(GIVEN ENTRIES Opens)
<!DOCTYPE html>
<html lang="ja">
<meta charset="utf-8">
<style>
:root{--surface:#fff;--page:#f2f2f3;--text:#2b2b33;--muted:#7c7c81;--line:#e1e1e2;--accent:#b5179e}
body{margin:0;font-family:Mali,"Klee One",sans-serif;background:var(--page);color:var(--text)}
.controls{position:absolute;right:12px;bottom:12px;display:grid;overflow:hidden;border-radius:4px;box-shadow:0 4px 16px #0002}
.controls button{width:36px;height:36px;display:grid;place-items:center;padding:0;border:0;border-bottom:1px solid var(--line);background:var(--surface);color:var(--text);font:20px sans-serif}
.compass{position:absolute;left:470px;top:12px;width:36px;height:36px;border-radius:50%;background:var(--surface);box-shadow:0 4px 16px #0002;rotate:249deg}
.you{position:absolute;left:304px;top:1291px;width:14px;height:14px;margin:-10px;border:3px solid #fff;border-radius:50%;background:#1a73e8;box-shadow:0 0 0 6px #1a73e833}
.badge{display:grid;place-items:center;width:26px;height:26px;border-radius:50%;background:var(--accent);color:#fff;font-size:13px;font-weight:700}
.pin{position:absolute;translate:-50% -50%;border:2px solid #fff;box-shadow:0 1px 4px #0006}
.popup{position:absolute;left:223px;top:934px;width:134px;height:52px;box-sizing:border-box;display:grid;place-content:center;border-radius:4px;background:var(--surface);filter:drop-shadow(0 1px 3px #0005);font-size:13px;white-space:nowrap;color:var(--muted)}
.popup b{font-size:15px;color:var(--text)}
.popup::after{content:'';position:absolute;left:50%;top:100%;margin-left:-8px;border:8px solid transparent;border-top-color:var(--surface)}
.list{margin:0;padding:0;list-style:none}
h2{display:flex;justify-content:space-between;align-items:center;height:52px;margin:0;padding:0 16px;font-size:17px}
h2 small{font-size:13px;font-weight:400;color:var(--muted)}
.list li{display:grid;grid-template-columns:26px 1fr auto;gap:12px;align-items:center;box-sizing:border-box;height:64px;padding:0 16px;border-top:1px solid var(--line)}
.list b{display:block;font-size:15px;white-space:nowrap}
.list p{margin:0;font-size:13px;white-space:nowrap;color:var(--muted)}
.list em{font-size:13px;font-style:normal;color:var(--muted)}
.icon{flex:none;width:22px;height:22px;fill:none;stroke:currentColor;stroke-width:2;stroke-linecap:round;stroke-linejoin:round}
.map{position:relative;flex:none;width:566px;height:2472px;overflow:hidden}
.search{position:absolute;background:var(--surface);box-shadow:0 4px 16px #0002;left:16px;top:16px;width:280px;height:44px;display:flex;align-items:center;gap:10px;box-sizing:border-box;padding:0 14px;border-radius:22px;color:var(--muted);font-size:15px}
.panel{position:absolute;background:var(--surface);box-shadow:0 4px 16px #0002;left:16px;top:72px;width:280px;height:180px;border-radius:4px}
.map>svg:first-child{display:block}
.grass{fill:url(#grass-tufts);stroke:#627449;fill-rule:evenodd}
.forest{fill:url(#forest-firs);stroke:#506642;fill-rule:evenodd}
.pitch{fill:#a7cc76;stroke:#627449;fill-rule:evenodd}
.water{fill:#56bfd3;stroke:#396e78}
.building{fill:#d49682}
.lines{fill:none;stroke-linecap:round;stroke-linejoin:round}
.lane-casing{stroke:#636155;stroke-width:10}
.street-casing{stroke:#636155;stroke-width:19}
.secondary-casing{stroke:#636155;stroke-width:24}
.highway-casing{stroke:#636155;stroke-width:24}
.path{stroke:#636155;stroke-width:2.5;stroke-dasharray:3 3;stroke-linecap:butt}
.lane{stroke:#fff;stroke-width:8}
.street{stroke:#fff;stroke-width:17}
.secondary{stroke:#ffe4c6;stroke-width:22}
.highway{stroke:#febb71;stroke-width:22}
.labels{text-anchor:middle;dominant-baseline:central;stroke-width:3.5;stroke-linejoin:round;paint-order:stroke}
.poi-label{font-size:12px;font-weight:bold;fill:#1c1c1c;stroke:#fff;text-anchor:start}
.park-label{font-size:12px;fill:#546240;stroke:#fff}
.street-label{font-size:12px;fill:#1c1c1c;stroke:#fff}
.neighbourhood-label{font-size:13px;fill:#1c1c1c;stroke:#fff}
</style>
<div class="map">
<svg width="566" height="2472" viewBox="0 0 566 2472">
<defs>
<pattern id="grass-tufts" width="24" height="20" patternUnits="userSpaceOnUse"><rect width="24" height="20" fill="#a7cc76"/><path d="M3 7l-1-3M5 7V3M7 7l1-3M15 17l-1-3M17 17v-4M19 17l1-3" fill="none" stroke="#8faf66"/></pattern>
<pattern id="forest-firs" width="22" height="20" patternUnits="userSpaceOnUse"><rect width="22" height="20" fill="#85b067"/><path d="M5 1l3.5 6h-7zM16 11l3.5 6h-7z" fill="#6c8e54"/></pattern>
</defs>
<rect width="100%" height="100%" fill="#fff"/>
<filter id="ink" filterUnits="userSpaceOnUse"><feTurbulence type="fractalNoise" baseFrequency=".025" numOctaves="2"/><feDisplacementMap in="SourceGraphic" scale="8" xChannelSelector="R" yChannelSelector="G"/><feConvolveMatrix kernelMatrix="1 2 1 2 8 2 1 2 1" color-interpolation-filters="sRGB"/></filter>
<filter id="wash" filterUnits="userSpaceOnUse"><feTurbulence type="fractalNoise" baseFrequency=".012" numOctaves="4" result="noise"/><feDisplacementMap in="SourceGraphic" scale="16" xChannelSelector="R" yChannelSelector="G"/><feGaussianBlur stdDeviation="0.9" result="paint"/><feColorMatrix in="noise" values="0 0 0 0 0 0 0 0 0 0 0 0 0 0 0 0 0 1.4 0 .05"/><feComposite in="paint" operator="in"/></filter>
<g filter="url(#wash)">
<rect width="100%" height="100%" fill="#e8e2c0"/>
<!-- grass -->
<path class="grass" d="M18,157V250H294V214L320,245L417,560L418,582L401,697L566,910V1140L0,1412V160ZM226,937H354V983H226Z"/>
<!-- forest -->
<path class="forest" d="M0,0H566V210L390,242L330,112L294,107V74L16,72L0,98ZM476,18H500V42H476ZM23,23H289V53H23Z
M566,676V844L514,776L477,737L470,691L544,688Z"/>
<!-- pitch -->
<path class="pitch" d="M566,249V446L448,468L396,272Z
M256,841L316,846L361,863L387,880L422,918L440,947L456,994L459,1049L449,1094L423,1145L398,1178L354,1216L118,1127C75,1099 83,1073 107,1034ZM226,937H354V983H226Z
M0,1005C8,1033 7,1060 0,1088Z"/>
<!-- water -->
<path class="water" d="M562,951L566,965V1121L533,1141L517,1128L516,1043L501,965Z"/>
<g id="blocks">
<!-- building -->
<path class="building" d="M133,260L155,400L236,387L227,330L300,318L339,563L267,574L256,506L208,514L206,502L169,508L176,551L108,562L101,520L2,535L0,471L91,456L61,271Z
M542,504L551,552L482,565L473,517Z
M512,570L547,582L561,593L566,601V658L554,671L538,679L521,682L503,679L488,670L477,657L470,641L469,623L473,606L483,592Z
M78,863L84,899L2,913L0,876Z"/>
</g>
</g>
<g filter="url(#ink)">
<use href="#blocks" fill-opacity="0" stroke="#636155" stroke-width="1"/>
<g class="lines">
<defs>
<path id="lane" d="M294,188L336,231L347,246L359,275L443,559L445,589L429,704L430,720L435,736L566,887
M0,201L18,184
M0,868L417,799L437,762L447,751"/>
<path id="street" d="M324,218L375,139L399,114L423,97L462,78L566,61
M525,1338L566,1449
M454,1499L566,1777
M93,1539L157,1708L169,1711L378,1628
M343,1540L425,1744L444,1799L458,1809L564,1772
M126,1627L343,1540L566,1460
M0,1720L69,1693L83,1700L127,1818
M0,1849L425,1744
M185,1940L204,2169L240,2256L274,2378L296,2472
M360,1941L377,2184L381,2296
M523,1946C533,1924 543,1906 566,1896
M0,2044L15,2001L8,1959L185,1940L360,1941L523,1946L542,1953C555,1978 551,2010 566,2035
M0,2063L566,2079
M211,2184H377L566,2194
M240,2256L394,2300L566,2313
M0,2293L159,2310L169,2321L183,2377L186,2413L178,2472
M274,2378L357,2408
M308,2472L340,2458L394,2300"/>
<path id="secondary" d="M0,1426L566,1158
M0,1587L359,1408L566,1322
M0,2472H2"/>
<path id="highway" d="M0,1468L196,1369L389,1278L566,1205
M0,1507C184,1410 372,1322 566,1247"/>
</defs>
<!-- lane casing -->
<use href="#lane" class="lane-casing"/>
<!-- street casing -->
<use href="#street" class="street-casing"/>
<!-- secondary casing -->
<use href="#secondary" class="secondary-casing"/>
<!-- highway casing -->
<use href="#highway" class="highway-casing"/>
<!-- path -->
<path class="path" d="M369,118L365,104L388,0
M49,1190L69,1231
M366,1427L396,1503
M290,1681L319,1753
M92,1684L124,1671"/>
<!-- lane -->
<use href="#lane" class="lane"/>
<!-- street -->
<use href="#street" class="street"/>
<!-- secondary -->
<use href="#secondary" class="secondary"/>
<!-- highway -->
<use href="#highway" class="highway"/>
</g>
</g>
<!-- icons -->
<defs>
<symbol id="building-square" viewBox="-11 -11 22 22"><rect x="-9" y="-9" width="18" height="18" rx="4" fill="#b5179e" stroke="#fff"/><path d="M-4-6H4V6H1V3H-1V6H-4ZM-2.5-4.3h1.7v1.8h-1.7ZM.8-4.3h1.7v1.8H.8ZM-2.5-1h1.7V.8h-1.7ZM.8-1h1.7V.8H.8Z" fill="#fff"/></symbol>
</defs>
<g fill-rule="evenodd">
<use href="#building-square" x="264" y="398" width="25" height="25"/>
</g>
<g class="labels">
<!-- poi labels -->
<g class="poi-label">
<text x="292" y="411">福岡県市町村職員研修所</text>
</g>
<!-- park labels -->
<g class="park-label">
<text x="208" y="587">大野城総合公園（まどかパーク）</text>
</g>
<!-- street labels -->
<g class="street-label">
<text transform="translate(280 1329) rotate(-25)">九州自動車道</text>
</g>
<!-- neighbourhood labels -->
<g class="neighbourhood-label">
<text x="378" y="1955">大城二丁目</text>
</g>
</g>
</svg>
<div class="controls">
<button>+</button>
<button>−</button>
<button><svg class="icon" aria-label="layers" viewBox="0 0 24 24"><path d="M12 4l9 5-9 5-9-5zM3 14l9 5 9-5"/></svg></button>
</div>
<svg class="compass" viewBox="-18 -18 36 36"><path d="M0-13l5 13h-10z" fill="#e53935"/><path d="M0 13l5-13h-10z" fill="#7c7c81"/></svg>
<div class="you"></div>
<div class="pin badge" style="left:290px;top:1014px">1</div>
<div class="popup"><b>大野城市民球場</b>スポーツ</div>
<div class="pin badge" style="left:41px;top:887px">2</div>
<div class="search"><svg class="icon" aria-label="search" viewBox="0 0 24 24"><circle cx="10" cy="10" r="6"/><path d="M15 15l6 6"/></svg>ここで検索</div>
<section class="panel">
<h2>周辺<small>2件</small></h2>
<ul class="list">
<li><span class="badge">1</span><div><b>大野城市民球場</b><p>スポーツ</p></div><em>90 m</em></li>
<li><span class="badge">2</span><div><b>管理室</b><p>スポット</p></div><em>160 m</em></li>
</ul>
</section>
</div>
(GIVEN ENTRIES Closes)
### GOAL OF THE EXERCISE
Across the entries, work out how many lines hold the word "sans". Reply with that number only.

### SOLUTION
2